Set down exactly the lines in the records below that run from the line with "position:relative; width:1519px; height:2171px;" to the line with "filter:drop-shadow(0 0 2px", inclusive, and nothing more.

-------------------------

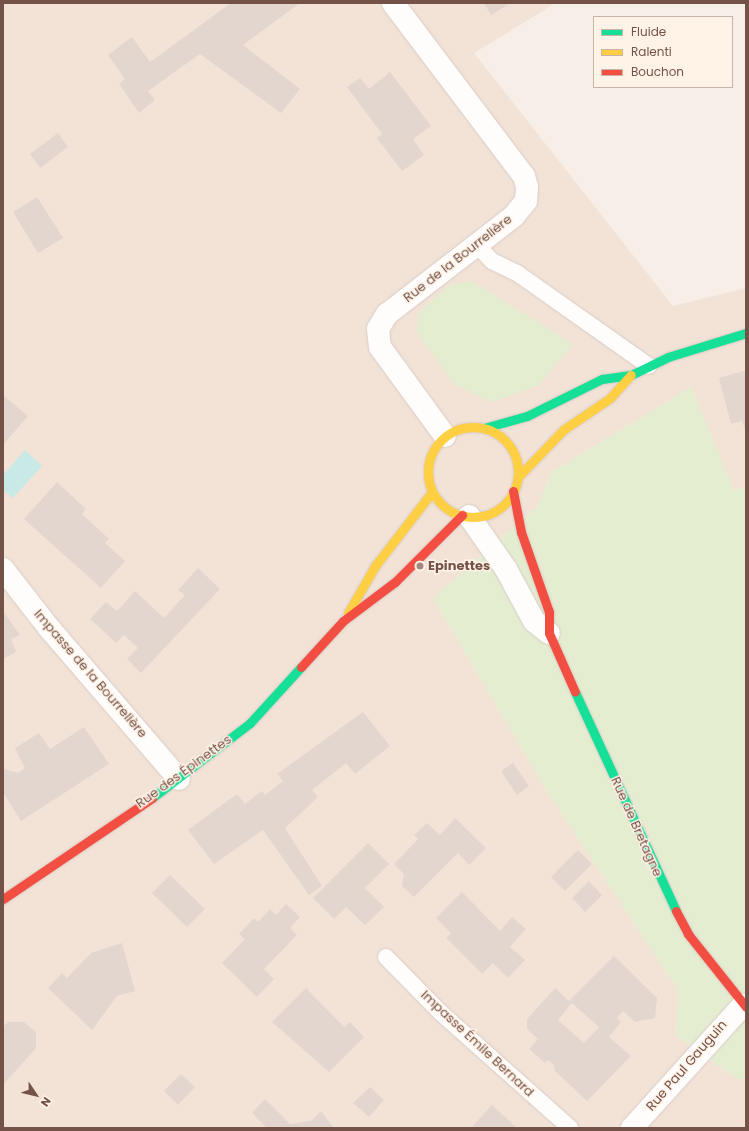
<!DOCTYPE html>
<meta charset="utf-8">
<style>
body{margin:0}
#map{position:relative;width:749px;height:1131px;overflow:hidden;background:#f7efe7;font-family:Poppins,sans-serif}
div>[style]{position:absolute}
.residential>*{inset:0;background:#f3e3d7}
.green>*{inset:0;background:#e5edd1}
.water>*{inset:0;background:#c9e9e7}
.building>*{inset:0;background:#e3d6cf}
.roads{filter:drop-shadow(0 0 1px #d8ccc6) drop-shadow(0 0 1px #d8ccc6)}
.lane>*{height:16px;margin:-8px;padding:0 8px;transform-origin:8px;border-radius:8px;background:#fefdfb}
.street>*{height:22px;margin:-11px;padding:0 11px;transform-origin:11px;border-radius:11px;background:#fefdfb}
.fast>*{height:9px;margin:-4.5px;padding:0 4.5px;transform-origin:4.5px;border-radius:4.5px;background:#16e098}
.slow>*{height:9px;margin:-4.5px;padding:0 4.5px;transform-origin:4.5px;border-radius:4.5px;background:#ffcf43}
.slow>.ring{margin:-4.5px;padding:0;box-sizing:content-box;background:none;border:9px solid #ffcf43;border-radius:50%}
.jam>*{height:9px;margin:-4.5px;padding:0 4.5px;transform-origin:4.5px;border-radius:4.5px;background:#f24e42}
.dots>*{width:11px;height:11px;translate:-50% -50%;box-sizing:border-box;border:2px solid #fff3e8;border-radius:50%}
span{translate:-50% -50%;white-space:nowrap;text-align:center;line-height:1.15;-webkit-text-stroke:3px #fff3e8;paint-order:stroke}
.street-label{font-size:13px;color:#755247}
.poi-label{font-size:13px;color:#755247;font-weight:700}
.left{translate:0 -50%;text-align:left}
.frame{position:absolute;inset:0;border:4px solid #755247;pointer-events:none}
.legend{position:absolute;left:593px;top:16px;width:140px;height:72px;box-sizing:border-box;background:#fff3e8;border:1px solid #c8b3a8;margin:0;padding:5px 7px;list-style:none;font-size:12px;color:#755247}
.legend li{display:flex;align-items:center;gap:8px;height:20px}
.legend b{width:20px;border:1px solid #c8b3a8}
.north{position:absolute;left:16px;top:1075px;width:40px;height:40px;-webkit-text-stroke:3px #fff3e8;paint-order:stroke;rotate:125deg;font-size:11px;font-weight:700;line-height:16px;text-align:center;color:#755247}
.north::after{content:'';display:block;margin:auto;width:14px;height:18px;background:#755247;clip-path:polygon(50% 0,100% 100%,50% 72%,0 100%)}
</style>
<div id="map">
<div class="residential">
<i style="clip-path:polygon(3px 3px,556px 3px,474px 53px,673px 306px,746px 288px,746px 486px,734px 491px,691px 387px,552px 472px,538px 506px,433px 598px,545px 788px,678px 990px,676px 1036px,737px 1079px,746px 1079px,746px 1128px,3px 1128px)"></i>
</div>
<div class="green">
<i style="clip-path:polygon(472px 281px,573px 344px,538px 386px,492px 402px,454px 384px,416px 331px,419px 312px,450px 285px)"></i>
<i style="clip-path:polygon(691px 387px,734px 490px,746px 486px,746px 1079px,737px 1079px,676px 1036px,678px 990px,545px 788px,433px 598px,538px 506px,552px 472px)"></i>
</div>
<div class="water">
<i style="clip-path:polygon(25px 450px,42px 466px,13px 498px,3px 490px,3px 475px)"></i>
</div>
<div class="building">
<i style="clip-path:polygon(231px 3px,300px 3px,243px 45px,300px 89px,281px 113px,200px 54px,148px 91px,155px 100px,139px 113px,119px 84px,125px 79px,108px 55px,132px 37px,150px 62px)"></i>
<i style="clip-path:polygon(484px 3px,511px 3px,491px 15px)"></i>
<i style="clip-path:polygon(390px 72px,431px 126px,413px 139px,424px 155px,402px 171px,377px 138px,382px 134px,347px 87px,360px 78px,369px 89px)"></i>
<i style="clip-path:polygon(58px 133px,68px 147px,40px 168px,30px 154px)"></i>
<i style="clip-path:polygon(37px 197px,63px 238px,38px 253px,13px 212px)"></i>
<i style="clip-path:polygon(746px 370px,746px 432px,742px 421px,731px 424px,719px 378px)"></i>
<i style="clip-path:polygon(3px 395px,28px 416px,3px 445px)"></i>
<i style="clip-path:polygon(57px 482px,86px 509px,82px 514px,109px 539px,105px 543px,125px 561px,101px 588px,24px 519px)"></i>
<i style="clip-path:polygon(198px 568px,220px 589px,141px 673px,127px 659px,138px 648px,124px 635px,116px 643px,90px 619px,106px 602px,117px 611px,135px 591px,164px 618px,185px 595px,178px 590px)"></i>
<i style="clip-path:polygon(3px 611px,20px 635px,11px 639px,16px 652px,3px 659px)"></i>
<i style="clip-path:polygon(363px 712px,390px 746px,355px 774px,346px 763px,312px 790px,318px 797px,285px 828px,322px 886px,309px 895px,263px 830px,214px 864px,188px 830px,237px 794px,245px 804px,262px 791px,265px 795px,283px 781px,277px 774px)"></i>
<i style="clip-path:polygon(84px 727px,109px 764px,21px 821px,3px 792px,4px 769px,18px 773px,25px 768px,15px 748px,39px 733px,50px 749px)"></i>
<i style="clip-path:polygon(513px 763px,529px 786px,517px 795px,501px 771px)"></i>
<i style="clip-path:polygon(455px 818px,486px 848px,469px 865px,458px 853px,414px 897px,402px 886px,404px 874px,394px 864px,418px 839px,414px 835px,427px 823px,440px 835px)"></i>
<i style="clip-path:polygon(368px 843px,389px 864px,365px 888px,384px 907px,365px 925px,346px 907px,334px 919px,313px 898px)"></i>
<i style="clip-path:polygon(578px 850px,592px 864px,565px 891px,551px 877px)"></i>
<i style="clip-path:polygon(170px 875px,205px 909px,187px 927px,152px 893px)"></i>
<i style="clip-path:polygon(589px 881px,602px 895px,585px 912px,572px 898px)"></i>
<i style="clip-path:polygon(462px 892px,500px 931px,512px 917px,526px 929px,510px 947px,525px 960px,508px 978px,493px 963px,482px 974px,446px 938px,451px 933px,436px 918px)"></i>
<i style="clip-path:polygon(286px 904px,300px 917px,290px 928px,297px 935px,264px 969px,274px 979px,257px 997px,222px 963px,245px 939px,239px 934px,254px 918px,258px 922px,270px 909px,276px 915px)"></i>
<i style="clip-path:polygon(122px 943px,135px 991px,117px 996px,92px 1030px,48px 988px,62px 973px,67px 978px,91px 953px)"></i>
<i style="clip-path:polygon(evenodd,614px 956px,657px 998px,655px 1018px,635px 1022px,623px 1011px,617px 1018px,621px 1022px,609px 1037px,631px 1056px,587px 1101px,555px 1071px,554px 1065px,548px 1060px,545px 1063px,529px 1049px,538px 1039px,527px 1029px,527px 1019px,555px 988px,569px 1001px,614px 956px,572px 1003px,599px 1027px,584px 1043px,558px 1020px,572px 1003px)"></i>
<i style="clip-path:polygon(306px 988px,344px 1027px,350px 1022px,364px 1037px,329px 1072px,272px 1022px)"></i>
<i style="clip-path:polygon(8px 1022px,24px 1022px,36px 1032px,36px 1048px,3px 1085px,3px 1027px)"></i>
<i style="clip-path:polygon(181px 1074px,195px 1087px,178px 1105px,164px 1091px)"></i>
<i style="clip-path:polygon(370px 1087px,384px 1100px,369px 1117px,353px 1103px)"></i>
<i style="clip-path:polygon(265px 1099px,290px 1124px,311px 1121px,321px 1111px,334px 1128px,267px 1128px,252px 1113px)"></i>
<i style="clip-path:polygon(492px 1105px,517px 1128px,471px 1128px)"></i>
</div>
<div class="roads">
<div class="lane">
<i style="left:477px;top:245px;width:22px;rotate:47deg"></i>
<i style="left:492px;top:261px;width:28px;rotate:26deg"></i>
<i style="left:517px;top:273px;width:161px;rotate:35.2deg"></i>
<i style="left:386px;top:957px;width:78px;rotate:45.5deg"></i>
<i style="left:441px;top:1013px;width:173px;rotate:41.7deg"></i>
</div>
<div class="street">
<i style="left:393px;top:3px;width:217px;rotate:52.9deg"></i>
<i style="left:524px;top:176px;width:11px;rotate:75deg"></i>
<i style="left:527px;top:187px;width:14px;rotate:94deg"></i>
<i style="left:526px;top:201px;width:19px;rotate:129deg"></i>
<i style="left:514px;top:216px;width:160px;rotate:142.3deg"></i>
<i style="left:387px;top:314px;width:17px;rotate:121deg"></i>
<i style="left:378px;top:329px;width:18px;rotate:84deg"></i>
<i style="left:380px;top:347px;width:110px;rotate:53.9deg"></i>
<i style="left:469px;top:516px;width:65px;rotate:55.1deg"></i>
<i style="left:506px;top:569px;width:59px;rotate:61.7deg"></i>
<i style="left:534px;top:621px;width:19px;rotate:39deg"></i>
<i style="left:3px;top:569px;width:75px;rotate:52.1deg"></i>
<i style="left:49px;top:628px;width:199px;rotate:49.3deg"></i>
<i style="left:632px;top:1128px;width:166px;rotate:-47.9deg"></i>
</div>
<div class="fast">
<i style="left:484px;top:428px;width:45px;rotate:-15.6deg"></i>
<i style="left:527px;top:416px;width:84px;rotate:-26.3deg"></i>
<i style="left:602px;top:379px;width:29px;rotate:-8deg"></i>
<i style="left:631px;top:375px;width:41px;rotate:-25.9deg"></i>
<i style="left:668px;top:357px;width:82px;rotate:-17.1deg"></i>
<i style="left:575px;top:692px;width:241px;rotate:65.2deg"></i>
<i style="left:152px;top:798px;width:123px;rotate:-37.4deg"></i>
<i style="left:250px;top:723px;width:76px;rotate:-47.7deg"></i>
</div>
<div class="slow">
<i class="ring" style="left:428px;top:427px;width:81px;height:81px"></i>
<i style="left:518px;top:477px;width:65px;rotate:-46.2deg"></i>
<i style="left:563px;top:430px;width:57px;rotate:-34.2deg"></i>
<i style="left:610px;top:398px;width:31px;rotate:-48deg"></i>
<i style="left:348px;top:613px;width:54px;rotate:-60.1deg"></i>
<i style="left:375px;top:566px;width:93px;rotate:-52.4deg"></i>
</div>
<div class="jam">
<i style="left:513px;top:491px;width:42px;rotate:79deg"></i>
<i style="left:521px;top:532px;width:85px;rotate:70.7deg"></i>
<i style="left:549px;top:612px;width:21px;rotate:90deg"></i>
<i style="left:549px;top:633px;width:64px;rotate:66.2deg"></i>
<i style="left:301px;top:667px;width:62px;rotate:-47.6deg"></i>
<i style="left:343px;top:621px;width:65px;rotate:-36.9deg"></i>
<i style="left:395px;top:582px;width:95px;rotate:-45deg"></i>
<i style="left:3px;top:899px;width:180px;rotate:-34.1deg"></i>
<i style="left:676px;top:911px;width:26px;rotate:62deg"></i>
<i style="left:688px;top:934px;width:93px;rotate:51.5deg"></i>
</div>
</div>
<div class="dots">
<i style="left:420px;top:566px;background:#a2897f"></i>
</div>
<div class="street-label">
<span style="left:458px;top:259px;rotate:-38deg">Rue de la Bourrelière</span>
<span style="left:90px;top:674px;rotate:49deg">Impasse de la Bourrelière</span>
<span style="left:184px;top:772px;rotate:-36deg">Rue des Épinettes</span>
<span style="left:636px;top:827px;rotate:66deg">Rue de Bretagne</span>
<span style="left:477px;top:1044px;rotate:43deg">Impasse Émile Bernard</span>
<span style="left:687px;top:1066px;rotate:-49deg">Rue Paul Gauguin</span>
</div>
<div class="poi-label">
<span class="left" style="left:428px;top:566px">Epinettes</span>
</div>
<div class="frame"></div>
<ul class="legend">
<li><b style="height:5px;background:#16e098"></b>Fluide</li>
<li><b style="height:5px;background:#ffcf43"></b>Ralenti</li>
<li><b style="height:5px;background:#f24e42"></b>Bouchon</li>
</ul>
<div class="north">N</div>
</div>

-------------------------

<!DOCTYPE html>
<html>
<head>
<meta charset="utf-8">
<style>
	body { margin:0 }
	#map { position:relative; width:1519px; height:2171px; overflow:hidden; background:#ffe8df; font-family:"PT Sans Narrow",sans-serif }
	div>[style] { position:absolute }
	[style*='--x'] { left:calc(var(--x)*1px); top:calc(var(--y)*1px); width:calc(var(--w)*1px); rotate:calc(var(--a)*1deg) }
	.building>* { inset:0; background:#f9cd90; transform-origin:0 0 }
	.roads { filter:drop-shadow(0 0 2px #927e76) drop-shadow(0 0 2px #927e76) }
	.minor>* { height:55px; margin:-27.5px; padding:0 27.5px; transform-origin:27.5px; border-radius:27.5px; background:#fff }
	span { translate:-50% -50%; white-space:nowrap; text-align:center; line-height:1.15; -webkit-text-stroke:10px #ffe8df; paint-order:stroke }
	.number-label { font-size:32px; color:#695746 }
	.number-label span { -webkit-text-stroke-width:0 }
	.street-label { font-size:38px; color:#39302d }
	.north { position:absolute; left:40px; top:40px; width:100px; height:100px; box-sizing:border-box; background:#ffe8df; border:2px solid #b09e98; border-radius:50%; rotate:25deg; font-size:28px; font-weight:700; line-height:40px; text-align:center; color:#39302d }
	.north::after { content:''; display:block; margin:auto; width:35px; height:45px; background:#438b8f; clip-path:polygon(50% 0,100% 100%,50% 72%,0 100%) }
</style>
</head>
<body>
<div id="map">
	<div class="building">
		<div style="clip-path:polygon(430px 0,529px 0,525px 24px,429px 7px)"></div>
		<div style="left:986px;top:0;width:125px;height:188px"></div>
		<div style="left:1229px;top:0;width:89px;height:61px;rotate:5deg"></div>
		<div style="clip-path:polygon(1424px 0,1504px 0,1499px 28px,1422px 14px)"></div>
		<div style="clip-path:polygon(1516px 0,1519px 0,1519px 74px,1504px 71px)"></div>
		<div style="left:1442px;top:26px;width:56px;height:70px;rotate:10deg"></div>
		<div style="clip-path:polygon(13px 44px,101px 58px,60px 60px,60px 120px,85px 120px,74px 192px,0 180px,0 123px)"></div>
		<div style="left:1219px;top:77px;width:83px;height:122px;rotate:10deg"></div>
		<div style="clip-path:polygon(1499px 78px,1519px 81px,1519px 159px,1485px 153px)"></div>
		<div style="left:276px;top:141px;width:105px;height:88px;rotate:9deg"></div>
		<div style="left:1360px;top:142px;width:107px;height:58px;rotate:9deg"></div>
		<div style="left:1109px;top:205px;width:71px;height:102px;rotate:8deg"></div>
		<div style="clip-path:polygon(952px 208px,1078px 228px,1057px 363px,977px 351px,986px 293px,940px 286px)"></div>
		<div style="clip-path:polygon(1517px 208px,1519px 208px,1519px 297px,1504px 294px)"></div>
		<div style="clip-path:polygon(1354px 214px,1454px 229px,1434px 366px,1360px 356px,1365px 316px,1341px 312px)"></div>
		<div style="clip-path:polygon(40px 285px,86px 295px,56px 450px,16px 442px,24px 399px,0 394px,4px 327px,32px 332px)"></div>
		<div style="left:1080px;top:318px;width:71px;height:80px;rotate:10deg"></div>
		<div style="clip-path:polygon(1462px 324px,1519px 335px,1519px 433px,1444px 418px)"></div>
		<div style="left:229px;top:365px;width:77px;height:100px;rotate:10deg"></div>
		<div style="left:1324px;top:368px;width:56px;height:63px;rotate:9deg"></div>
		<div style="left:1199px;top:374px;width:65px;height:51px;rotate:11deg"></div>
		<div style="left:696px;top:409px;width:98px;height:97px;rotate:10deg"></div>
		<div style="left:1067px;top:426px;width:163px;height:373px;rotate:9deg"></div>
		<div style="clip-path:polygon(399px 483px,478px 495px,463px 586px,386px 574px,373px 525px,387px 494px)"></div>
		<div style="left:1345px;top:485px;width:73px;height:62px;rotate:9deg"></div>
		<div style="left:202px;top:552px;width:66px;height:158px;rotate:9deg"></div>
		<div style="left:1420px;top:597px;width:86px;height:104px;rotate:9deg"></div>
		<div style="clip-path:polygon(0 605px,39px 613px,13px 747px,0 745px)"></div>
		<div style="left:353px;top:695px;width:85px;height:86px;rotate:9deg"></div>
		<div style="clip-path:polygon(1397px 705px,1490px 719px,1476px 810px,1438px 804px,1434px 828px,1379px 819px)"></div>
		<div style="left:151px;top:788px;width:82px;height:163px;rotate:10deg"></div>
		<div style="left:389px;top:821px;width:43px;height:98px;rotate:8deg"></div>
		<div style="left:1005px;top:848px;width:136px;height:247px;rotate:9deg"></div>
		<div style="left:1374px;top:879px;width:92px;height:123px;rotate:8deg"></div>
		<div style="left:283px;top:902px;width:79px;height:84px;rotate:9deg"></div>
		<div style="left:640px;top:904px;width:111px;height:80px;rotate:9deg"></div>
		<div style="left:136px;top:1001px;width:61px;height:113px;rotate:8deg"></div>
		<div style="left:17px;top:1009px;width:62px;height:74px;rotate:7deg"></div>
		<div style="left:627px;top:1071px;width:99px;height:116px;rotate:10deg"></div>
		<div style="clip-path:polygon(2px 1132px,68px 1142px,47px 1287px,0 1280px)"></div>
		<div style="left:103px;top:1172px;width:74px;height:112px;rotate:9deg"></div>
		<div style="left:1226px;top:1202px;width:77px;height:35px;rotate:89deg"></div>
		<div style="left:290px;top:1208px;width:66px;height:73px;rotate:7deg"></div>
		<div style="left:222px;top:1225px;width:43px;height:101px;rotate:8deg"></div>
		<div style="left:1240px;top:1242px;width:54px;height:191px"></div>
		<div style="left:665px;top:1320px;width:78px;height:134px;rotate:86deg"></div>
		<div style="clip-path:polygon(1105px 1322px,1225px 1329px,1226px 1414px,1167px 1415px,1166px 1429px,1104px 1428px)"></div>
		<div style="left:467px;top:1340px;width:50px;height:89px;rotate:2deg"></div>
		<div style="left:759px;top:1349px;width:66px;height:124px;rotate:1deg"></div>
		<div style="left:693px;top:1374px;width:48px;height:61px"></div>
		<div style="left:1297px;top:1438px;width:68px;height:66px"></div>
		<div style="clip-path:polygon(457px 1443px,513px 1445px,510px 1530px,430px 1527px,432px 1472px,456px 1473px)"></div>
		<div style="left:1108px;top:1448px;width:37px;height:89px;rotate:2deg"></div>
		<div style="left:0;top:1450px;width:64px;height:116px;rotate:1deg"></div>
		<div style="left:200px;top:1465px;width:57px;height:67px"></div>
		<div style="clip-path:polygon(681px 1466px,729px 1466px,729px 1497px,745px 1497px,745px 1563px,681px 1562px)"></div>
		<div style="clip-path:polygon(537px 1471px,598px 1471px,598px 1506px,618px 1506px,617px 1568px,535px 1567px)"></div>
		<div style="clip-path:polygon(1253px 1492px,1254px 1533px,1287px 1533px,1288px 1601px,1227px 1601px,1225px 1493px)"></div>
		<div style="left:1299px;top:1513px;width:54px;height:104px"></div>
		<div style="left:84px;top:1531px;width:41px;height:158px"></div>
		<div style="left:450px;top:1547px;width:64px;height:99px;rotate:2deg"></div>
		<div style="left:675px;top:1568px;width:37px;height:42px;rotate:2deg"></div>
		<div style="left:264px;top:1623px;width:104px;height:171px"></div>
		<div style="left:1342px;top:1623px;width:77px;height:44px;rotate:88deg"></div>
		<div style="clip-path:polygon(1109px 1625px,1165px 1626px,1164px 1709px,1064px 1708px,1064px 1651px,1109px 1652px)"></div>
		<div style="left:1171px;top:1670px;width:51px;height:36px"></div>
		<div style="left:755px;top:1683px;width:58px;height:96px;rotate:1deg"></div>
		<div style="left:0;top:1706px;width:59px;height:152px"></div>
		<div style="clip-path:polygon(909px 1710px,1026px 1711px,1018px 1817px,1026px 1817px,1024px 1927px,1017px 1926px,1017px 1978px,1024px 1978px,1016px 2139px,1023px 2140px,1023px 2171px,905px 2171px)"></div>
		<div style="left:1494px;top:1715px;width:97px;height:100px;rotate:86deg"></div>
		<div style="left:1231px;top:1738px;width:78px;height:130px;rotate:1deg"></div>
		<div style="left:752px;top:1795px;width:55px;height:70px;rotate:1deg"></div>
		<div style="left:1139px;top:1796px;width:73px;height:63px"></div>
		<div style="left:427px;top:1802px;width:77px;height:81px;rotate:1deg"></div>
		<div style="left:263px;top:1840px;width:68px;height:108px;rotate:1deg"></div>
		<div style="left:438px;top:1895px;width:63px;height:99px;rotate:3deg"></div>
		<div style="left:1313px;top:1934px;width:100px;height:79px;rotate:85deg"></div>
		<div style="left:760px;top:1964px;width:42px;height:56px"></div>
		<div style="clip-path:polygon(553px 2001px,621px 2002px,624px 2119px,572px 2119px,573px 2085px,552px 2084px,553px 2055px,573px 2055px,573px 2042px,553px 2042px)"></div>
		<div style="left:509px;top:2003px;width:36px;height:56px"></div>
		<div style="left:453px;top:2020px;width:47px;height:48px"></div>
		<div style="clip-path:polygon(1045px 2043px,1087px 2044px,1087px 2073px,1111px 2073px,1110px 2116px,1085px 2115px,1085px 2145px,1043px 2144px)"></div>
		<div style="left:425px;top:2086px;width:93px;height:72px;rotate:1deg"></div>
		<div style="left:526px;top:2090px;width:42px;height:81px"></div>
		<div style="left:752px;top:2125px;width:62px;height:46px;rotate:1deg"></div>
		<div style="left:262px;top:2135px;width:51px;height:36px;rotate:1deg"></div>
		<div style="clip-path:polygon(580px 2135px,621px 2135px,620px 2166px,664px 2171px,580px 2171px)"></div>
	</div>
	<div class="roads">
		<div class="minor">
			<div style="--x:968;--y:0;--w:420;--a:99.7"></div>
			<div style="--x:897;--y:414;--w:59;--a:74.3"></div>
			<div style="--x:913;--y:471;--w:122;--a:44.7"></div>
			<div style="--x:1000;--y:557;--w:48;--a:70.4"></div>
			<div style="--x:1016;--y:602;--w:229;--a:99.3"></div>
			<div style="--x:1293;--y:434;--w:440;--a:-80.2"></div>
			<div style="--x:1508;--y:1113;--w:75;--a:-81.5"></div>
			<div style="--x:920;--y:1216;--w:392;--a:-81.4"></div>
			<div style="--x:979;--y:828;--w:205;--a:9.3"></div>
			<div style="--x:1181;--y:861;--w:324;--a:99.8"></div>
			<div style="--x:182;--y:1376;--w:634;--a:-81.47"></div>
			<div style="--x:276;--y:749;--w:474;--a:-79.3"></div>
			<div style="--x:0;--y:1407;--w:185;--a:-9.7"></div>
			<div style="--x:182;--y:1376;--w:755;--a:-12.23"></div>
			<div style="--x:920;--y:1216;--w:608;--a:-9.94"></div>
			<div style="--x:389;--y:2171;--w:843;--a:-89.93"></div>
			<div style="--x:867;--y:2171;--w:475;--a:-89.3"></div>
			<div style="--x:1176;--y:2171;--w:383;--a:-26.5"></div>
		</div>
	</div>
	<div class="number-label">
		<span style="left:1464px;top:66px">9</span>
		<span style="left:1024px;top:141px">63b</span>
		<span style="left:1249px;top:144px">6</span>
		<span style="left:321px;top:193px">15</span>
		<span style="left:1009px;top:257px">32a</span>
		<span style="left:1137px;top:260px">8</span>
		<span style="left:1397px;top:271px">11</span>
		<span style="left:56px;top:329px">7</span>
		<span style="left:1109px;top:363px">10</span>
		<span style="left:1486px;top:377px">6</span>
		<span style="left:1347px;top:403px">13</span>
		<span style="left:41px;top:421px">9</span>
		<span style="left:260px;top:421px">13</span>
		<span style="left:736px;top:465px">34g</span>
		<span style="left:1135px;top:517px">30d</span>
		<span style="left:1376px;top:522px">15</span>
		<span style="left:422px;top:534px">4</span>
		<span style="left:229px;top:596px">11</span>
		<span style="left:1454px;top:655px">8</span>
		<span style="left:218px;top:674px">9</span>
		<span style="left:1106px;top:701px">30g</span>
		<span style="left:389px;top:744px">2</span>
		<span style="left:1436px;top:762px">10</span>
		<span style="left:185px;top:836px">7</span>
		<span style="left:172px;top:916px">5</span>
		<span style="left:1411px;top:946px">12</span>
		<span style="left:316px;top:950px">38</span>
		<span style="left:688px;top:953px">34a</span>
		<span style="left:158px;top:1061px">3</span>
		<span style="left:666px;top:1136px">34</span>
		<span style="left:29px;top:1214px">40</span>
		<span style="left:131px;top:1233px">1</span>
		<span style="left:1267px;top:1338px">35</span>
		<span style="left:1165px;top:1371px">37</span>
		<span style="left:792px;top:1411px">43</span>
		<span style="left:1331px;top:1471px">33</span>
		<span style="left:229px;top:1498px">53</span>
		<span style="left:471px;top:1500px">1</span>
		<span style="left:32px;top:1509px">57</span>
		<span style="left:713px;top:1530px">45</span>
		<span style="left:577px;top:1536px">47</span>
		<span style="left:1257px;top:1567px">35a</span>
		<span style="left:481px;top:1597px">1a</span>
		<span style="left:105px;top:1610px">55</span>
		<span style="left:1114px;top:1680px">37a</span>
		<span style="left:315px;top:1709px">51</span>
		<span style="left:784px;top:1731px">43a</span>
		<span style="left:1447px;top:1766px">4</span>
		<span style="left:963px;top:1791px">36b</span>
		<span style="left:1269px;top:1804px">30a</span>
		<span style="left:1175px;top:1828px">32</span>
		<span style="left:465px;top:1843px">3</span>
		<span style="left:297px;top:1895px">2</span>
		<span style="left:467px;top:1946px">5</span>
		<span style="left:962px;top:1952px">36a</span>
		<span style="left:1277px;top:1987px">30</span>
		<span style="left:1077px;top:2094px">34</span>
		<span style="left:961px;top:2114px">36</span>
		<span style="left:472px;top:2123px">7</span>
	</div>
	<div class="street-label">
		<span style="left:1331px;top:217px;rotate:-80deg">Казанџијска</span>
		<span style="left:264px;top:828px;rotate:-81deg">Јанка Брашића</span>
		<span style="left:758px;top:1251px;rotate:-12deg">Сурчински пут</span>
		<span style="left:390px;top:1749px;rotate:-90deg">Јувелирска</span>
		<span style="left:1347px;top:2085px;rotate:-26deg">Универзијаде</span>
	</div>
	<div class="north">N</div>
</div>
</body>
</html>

-------------------------

Task result —
	#map { position:relative; width:1519px; height:2171px; overflow:hidden; background:#ffe8df; font-family:"PT Sans Narrow",sans-serif }
	div>[style] { position:absolute }
	[style*='--x'] { left:calc(var(--x)*1px); top:calc(var(--y)*1px); width:calc(var(--w)*1px); rotate:calc(var(--a)*1deg) }
	.building>* { inset:0; background:#f9cd90; transform-origin:0 0 }
	.roads { filter:drop-shadow(0 0 2px #927e76) drop-shadow(0 0 2px #927e76) }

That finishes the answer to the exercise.